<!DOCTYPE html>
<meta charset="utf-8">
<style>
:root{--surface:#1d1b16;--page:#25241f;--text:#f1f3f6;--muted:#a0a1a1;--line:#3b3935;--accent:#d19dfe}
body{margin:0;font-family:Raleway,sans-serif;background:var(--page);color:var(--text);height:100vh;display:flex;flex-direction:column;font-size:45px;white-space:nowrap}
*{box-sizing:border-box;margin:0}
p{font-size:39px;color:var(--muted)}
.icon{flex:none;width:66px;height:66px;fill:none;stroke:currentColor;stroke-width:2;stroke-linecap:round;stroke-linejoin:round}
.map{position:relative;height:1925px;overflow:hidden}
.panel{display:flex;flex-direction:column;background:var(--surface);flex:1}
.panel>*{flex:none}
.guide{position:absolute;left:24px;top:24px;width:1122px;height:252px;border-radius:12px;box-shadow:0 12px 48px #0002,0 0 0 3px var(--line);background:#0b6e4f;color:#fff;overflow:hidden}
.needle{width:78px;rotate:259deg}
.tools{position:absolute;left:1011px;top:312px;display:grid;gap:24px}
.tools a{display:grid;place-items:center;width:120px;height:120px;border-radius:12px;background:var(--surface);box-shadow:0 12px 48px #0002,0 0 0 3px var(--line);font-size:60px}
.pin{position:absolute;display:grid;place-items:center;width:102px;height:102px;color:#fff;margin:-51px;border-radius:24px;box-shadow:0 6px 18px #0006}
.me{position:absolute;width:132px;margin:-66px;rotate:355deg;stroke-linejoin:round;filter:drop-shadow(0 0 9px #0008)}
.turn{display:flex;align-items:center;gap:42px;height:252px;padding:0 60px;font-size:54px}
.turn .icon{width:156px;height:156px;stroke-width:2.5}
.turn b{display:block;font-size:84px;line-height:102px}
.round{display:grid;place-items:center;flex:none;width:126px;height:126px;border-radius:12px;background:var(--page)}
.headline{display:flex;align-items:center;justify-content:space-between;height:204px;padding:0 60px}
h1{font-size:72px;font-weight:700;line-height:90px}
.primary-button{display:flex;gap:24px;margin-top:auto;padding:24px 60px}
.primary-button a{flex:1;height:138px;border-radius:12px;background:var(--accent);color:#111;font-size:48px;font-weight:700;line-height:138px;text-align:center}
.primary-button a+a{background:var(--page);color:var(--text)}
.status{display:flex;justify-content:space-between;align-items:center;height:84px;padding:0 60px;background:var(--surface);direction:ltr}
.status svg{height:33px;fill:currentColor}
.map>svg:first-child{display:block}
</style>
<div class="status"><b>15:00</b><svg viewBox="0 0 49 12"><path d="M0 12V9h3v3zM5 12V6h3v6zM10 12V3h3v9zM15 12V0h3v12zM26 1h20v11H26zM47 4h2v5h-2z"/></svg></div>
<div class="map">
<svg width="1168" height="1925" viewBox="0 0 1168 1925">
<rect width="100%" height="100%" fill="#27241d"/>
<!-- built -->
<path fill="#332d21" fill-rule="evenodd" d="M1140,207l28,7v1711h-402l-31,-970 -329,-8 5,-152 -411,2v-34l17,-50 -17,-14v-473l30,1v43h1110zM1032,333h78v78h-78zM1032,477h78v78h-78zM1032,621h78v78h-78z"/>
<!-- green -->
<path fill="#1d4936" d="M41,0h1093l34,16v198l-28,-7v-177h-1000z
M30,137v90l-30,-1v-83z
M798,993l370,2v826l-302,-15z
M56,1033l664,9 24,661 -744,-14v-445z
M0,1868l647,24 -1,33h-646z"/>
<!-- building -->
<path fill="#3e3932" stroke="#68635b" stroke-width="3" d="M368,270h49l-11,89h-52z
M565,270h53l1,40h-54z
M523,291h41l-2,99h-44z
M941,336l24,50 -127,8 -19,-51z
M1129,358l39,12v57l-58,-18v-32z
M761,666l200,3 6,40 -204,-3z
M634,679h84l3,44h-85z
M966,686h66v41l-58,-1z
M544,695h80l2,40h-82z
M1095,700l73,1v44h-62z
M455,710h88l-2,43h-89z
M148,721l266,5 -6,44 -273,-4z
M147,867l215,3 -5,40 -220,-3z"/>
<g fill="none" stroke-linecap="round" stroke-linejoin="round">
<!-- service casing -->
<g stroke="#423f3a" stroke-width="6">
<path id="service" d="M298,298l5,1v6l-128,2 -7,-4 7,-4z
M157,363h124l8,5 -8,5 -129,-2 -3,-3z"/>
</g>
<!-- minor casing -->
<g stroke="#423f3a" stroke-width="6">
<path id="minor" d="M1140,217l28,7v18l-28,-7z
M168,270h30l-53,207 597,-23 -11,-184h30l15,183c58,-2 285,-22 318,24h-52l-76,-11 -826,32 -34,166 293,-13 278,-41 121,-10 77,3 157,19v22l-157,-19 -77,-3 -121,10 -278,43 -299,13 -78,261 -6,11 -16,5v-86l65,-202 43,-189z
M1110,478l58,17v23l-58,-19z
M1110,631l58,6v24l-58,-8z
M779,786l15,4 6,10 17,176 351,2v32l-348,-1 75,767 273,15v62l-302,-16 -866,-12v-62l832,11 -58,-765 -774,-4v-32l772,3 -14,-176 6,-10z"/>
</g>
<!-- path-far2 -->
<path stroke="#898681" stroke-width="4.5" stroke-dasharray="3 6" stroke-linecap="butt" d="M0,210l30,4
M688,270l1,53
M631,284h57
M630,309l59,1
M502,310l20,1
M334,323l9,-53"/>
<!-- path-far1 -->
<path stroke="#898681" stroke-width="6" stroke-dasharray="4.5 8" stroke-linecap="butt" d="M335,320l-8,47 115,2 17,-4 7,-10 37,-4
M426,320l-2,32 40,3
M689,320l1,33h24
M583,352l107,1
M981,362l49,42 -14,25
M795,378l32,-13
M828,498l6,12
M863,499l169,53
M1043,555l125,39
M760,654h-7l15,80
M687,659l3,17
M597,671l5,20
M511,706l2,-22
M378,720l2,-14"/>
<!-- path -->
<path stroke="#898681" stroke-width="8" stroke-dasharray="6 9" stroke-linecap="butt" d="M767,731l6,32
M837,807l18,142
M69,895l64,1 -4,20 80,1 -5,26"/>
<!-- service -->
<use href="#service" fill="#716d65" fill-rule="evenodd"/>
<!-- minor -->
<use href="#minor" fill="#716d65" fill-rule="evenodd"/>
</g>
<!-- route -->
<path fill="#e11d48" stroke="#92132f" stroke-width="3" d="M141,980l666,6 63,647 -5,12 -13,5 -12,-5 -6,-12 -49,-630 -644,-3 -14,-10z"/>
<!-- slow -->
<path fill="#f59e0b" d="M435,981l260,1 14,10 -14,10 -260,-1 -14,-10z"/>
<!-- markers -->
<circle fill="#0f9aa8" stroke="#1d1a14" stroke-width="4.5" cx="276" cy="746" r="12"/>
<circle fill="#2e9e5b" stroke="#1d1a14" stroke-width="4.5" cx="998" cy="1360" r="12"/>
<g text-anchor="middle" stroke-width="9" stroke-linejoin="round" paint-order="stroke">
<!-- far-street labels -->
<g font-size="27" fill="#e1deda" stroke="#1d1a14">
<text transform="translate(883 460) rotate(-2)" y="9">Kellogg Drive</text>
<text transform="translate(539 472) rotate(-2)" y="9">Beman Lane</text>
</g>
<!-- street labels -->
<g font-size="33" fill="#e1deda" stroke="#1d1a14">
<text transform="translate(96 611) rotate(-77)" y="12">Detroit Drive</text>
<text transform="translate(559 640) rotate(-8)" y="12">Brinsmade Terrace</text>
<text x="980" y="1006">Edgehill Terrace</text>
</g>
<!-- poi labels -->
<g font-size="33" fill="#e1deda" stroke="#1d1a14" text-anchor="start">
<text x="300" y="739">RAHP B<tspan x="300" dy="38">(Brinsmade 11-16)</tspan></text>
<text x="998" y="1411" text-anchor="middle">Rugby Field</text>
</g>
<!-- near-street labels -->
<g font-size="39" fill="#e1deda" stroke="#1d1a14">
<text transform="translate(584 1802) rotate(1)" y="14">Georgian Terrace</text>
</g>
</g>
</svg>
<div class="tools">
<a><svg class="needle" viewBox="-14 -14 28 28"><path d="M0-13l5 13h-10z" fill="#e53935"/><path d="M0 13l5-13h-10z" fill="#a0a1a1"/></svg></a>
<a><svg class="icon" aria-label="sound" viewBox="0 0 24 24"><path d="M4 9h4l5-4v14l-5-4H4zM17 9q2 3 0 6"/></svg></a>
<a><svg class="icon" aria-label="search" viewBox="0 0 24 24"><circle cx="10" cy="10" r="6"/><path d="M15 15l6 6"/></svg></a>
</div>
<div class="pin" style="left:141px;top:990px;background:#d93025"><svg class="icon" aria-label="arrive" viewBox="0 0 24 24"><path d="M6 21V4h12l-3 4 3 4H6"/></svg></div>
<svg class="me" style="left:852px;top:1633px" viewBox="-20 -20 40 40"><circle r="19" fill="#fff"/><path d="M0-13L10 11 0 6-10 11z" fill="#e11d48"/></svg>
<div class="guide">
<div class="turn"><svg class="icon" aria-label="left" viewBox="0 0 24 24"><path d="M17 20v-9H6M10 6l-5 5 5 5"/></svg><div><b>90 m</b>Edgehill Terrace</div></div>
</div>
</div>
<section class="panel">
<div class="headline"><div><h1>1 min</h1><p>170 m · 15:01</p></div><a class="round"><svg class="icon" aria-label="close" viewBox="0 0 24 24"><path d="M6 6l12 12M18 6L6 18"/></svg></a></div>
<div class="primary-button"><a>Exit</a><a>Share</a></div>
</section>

================

Among the entries above, identify all lines with "column" and copy them.

__Solution__
body{margin:0;font-family:Raleway,sans-serif;background:var(--page);color:var(--text);height:100vh;display:flex;flex-direction:column;font-size:45px;white-space:nowrap}
.panel{display:flex;flex-direction:column;background:var(--surface);flex:1}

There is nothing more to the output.